__WORK TO COMPLETE__. Extract each line of the records below that contains the word "button".

__SUPPLIED INFORMATION__.
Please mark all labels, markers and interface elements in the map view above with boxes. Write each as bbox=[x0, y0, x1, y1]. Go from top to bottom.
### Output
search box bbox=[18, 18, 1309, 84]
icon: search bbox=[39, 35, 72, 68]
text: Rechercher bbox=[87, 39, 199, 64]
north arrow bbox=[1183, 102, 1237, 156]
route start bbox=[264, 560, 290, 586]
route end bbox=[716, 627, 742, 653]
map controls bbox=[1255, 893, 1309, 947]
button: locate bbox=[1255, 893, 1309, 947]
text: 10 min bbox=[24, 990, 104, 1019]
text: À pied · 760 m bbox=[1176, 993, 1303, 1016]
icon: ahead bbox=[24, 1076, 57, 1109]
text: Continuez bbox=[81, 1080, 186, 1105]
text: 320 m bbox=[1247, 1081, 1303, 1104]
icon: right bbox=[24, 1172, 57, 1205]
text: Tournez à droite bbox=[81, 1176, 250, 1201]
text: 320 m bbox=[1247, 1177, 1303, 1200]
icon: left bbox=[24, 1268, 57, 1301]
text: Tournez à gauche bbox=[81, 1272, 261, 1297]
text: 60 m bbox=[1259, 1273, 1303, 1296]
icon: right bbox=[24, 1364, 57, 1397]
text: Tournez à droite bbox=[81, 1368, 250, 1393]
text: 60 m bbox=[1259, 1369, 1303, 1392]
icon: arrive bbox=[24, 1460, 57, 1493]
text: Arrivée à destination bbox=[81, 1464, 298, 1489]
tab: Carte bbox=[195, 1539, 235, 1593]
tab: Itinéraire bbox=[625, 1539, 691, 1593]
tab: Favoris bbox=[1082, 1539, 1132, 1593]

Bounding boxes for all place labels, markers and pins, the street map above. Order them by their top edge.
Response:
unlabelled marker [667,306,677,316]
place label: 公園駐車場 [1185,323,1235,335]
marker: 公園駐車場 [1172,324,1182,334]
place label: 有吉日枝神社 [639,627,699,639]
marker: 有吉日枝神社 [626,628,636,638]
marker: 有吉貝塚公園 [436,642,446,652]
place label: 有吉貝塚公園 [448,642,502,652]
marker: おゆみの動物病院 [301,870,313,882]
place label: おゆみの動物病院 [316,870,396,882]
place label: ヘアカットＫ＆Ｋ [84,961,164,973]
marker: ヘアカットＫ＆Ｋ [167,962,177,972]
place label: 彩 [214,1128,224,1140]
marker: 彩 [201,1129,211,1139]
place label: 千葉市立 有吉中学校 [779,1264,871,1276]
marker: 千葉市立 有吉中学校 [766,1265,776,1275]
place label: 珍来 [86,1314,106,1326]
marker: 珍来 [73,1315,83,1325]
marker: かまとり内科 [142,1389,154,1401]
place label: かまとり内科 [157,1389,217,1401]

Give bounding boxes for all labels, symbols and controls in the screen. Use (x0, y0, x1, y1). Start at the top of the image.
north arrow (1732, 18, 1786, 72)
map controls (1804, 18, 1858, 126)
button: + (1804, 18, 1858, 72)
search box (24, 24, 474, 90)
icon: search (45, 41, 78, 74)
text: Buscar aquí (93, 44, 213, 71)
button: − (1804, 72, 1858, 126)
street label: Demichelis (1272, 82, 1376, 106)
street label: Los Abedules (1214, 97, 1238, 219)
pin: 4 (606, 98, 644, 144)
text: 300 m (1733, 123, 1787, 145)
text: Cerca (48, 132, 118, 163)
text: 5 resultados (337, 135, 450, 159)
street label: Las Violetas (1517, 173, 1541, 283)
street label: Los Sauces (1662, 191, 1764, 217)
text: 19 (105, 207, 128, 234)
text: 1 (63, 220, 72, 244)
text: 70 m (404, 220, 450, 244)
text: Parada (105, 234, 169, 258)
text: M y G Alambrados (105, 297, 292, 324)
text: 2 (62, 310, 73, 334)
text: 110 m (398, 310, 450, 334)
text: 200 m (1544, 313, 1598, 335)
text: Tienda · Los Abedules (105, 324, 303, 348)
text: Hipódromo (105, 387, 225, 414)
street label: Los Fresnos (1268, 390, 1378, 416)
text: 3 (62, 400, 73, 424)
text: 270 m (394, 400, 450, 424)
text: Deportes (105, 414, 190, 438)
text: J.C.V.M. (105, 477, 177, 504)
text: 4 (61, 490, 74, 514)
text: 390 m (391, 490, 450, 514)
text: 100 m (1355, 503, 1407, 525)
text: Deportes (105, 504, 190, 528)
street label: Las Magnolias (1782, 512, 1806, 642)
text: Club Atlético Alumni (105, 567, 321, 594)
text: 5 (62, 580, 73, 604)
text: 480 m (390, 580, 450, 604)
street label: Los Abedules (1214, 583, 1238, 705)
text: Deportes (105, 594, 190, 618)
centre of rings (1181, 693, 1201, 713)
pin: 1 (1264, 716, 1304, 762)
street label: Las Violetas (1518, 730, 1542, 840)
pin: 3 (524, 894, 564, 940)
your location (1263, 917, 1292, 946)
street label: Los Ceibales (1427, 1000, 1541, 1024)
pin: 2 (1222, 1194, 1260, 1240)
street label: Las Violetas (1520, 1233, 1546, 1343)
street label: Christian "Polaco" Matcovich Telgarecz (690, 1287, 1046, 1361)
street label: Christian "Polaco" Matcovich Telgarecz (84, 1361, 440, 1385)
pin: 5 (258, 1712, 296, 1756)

__WORKED SOLUTION__.
button: locate bbox=[1255, 893, 1309, 947]
button: + (1804, 18, 1858, 72)
button: − (1804, 72, 1858, 126)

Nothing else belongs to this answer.